RECORDED DATA:
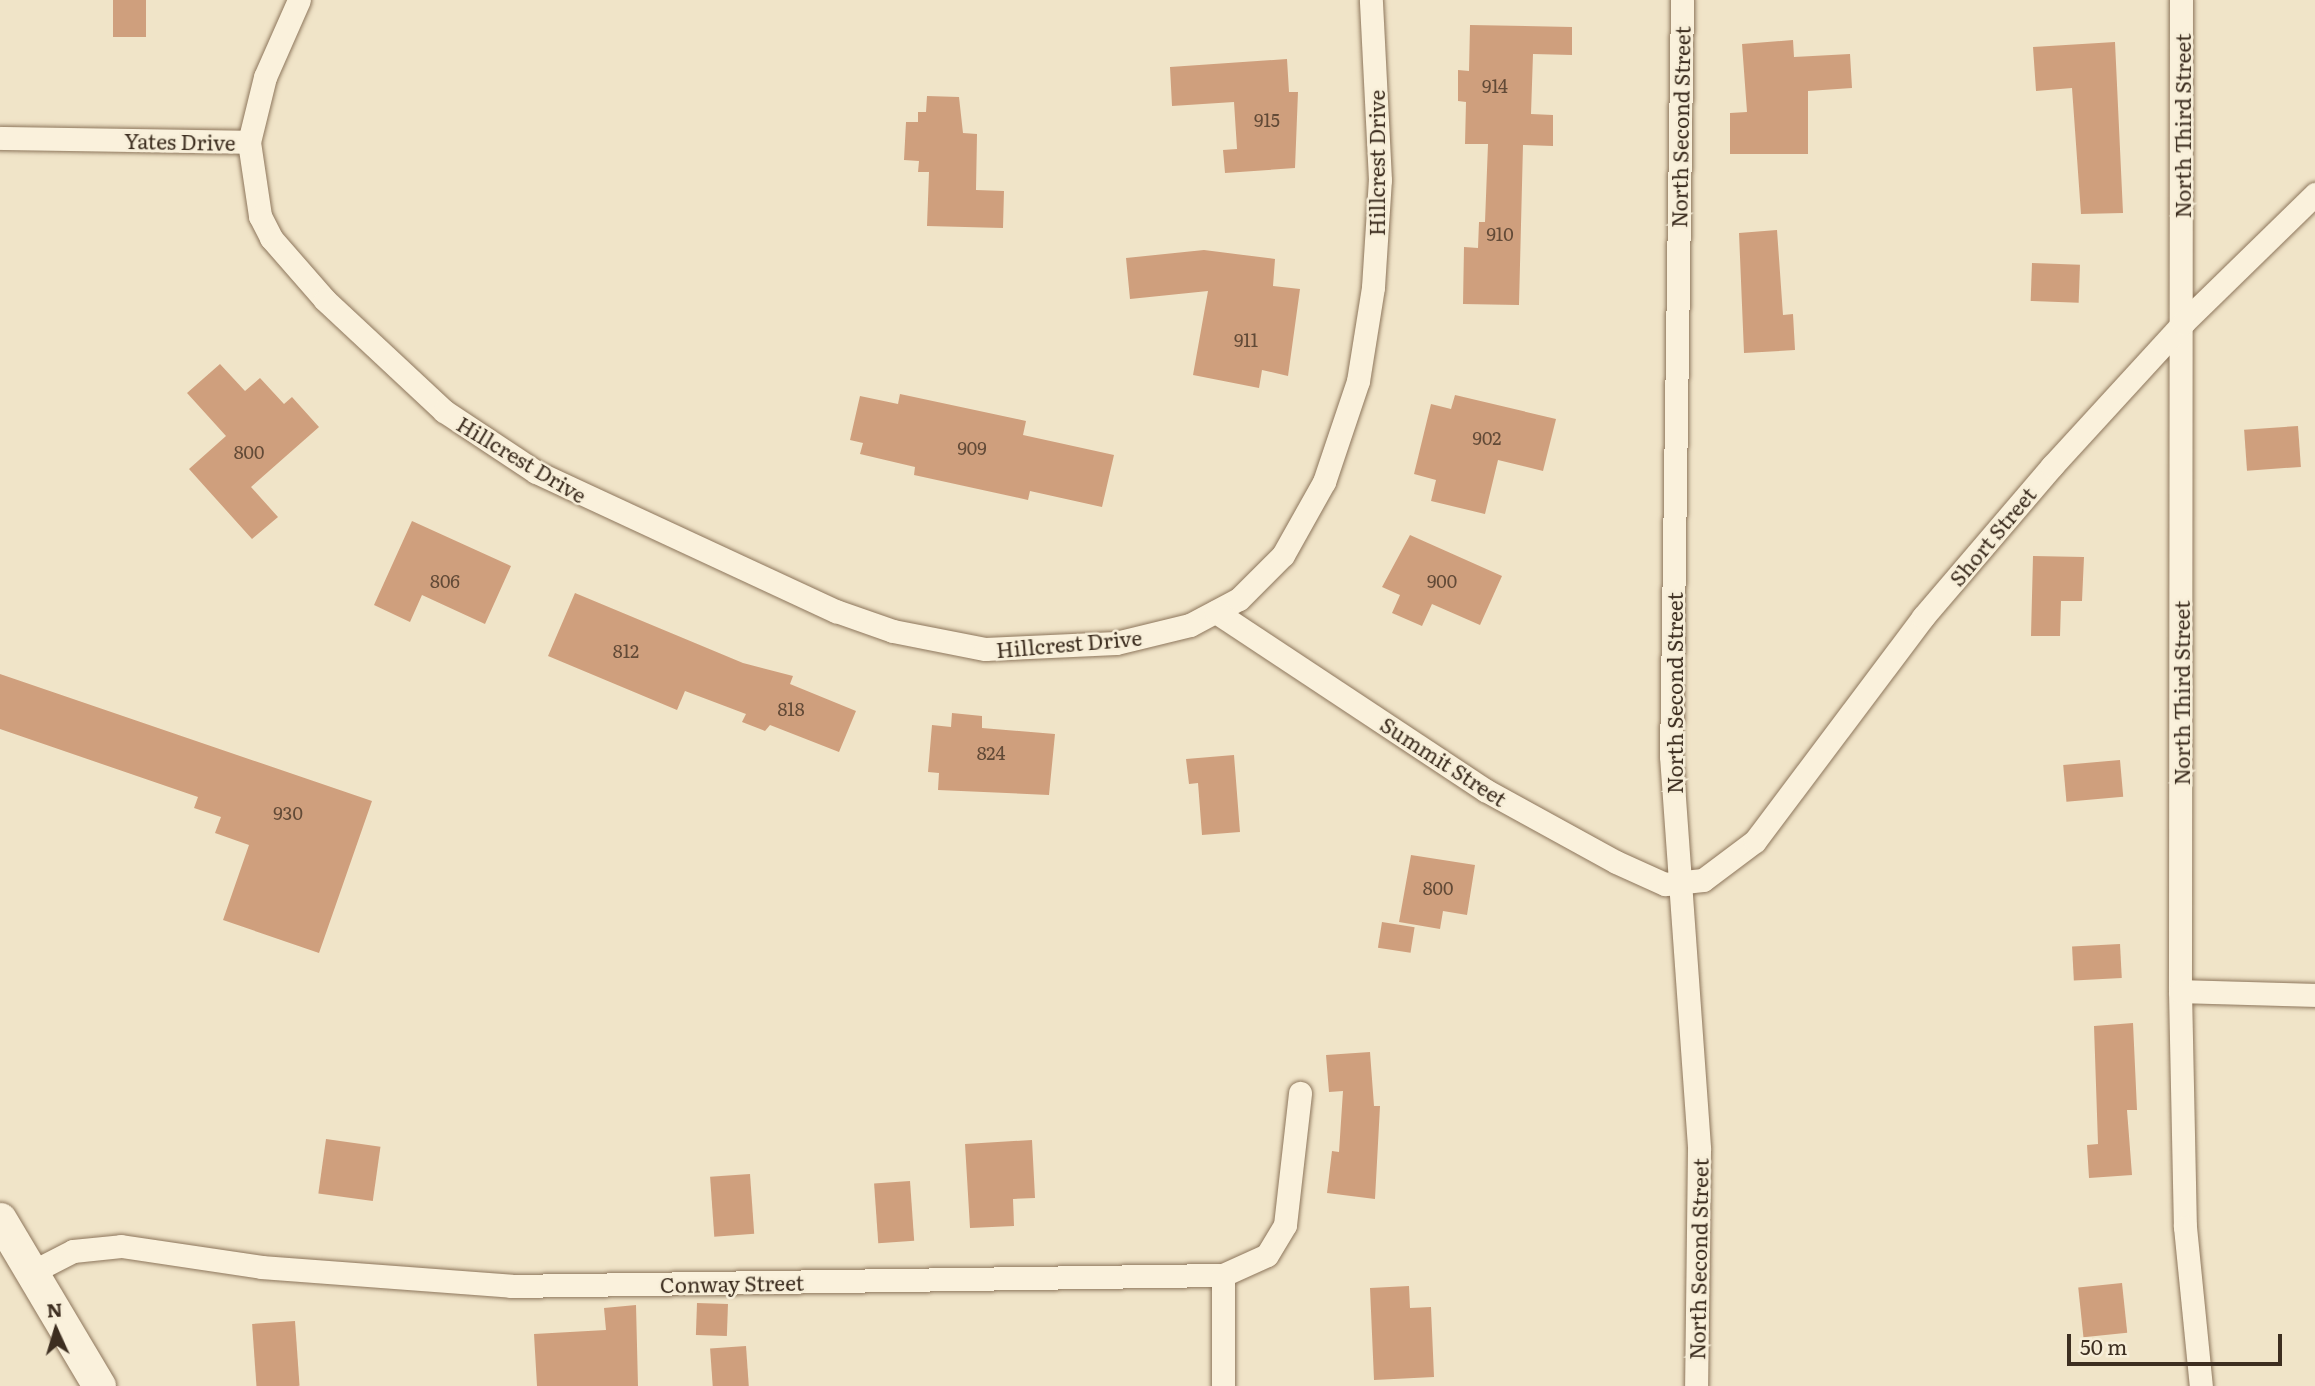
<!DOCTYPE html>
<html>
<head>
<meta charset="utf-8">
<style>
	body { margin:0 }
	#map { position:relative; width:2315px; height:1386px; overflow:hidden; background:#f0e4c8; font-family:Literata,serif }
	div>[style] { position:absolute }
	.building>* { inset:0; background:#cf9f7d; transform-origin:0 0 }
	.roads { filter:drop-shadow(0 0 2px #8d765c) drop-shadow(0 0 2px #8d765c) }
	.street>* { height:23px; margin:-11.5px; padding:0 11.5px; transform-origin:11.5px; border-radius:11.5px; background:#faf1dc }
	.secondary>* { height:33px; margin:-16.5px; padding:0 16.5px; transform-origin:16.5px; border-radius:16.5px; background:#faf1dc }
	span { translate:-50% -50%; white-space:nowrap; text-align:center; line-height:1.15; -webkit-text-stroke:5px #f7eed8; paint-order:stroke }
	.number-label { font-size:18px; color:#624a37 }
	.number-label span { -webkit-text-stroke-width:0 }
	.street-label { font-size:21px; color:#3d2e20 }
	.north { position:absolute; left:21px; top:1295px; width:70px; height:70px; -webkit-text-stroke:5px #f7eed8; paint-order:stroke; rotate:356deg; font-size:19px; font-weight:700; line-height:28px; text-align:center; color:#3d2e20 }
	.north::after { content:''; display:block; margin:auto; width:24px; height:32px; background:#3d2e20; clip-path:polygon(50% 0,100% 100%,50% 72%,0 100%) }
	.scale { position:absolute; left:2067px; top:1334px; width:215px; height:32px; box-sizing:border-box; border:4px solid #3d2e20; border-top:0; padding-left:9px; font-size:21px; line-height:24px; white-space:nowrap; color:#3d2e20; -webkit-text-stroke:5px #f7eed8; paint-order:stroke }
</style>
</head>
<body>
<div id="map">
	<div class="building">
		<div style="left:113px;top:0;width:33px;height:37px"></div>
		<div style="clip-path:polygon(1470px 25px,1572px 27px,1572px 55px,1533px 54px,1531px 114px,1553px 115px,1553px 146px,1523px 145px,1519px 305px,1463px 304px,1464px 247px,1478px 248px,1479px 222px,1485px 222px,1488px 144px,1465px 144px,1466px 102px,1458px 101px,1458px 70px,1469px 71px)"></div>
		<div style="clip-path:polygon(1793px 40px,1794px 57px,1850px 54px,1852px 88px,1808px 91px,1808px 154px,1730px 154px,1730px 113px,1747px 112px,1742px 44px)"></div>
		<div style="clip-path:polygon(2115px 42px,2123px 213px,2081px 214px,2072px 88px,2036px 91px,2033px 47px)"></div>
		<div style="clip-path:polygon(1287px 59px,1289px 92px,1298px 92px,1295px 168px,1225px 173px,1223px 150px,1237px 149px,1234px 102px,1172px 106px,1170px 67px)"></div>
		<div style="clip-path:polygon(927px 96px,959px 97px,963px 133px,977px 134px,976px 190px,1004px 191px,1003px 228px,927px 226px,929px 172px,918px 172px,919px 161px,904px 160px,906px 122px,918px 122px,918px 112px,926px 112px)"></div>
		<div style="clip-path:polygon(1777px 230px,1783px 315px,1793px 314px,1795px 350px,1744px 353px,1739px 233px)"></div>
		<div style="clip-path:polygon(1204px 250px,1275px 259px,1273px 286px,1300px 289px,1288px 376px,1262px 370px,1259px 388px,1193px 375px,1208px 291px,1130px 299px,1126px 258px)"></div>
		<div style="left:2032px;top:263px;width:48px;height:38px;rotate:2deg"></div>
		<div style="clip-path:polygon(220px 364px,245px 391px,260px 378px,284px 404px,292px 397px,319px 427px,251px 487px,278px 517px,252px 539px,189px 469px,226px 436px,187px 393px)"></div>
		<div style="clip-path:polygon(900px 394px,1026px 421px,1023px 435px,1114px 455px,1102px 507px,1030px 491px,1028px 500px,914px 475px,915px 467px,860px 454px,863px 443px,850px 440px,860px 396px,898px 404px)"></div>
		<div style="clip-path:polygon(1455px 395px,1556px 419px,1543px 471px,1498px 460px,1485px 514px,1431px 501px,1436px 480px,1414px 474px,1431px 404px,1451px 409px)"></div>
		<div style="left:2298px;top:426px;width:41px;height:54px;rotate:86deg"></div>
		<div style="clip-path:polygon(412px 521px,511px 566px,485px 624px,422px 595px,410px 622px,374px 605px)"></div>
		<div style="clip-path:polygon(1410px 535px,1502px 576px,1480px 625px,1432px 604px,1422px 626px,1392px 613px,1400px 595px,1382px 587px)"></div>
		<div style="clip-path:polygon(2033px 556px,2084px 557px,2082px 601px,2061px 601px,2060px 636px,2031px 636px)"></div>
		<div style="clip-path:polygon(575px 593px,743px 663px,793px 676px,790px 684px,856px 711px,839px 752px,770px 725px,765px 731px,742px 722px,746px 714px,685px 691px,677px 710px,548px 656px)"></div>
		<div style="clip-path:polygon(0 674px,372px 801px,319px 953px,223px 920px,249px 845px,215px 833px,221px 817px,194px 808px,198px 797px,0 729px)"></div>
		<div style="clip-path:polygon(952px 713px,982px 716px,982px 728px,1055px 734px,1049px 795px,938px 790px,939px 773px,928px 772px,932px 725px,951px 727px)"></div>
		<div style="clip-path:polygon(1234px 755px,1240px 832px,1202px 835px,1198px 783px,1189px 784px,1186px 759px)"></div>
		<div style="left:2120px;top:760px;width:37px;height:57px;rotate:85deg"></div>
		<div style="clip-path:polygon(1411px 855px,1475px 865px,1467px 915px,1443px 911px,1440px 929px,1399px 922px)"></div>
		<div style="left:1382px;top:922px;width:33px;height:26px;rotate:9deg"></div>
		<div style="left:2120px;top:944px;width:34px;height:48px;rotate:87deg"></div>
		<div style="clip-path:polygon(2133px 1023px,2137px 1110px,2127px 1110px,2132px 1175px,2089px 1178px,2087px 1145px,2098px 1144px,2094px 1026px)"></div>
		<div style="clip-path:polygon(1370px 1052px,1374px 1106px,1380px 1106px,1375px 1199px,1327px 1193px,1332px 1151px,1339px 1152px,1343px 1091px,1329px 1092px,1326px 1055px)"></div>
		<div style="left:326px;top:1139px;width:55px;height:55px;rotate:8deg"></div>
		<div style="clip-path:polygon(1032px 1140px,1035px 1198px,1013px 1199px,1014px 1226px,970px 1228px,965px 1144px)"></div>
		<div style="left:750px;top:1174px;width:60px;height:40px;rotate:86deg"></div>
		<div style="left:910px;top:1181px;width:60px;height:36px;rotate:86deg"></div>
		<div style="left:2122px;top:1283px;width:50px;height:44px;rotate:84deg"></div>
		<div style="clip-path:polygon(1409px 1286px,1410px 1308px,1431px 1307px,1434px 1377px,1374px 1380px,1370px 1288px)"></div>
		<div style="left:697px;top:1303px;width:31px;height:32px;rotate:2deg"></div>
		<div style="clip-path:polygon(636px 1305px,638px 1386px,537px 1386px,534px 1334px,606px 1330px,604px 1308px)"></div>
		<div style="left:295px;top:1321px;width:65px;height:43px;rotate:86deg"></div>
		<div style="left:746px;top:1346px;width:40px;height:36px;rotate:86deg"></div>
	</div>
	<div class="roads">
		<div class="street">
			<div style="left:1682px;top:0;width:756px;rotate:90.83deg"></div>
			<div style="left:1671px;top:756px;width:394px;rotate:85.9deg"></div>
			<div style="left:1699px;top:1149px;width:237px;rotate:90.7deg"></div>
			<div style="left:2181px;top:0;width:991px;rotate:90.06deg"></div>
			<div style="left:2180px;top:991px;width:236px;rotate:88.8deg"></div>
			<div style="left:2185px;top:1227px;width:160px;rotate:84.3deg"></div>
			<div style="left:0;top:138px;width:249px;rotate:0.9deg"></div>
			<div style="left:249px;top:142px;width:67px;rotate:-76.2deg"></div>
			<div style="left:265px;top:77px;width:84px;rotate:-66.2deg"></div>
			<div style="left:249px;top:142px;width:75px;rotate:81.5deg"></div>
			<div style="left:260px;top:216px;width:25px;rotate:63deg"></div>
			<div style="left:271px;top:238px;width:82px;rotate:48.9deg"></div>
			<div style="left:325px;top:300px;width:163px;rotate:43deg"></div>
			<div style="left:444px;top:411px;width:110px;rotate:33.5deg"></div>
			<div style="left:536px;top:472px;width:331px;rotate:24.9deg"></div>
			<div style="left:836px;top:611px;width:60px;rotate:19.3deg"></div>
			<div style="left:893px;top:631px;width:94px;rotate:11.1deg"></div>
			<div style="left:985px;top:649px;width:131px;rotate:-2.6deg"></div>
			<div style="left:1116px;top:643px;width:76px;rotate:-13.7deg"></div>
			<div style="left:1190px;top:625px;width:55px;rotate:-28deg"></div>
			<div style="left:1239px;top:599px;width:62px;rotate:-45deg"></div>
			<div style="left:1283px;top:555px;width:84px;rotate:-60.7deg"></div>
			<div style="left:1324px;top:482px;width:107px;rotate:-71.4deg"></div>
			<div style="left:1358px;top:381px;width:95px;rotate:-80.9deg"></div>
			<div style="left:1373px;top:287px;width:107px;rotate:-86.3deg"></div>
			<div style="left:1380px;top:180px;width:180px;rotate:-92.9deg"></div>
			<div style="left:1216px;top:612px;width:323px;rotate:33.5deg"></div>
			<div style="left:1485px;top:790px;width:149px;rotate:28.8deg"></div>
			<div style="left:1616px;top:862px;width:54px;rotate:24.2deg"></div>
			<div style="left:1665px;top:884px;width:38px;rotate:-6deg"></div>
			<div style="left:1703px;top:880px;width:65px;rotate:-36.9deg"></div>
			<div style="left:1755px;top:841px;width:280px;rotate:-53.1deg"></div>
			<div style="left:1923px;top:617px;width:199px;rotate:-49.5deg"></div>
			<div style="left:2052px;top:466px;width:194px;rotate:-47.5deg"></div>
			<div style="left:2183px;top:323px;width:185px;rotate:-44.3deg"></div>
			<div style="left:2180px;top:991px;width:135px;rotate:1.7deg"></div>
			<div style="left:32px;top:1272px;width:46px;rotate:-27.1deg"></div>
			<div style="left:73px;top:1251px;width:48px;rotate:-5.9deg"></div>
			<div style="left:121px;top:1246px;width:142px;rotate:8.5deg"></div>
			<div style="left:261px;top:1267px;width:251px;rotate:4.3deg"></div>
			<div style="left:511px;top:1286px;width:712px;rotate:-0.89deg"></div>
			<div style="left:1223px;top:1275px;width:48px;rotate:-24.4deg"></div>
			<div style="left:1267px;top:1255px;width:35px;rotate:-59deg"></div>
			<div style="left:1285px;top:1225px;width:133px;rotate:-83.5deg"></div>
			<div style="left:1223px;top:1386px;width:111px;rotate:-90deg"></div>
		</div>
		<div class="secondary">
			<div style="left:0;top:1219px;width:194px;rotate:59.3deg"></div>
		</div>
	</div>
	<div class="number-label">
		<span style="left:1495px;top:86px">914</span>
		<span style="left:1267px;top:120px">915</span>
		<span style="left:1500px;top:234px">910</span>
		<span style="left:1246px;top:340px">911</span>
		<span style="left:1487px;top:438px">902</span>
		<span style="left:972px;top:448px">909</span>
		<span style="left:249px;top:452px">800</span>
		<span style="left:445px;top:581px">806</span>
		<span style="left:1442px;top:581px">900</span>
		<span style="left:626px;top:651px">812</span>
		<span style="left:791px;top:709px">818</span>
		<span style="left:991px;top:753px">824</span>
		<span style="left:288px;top:813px">930</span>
		<span style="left:1438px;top:888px">800</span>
	</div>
	<div class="street-label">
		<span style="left:2182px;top:126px;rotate:-90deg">North Third Street</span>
		<span style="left:1680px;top:127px;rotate:-89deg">North Second Street</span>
		<span style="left:180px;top:141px;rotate:1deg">Yates Drive</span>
		<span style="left:1376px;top:163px;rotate:-90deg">Hillcrest Drive</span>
		<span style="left:522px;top:459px;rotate:31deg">Hillcrest Drive</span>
		<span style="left:1992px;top:536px;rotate:-50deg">Short Street</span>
		<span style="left:1069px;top:643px;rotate:-5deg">Hillcrest Drive</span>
		<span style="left:1674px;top:693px;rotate:-90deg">North Second Street</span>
		<span style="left:2181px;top:693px;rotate:-90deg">North Third Street</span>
		<span style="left:1444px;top:761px;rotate:33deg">Summit Street</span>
		<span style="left:1698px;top:1259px;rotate:-89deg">North Second Street</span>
		<span style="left:732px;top:1283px;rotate:-1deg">Conway Street</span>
	</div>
	<div class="north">N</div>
	<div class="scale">50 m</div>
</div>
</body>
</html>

PROBLEM REQUIREMENTS: Wherever the word "number" occurs in the data, copy that whole line.

RESULT OF THIS TASK:
	.number-label { font-size:18px; color:#624a37 }
	.number-label span { -webkit-text-stroke-width:0 }
	<div class="number-label">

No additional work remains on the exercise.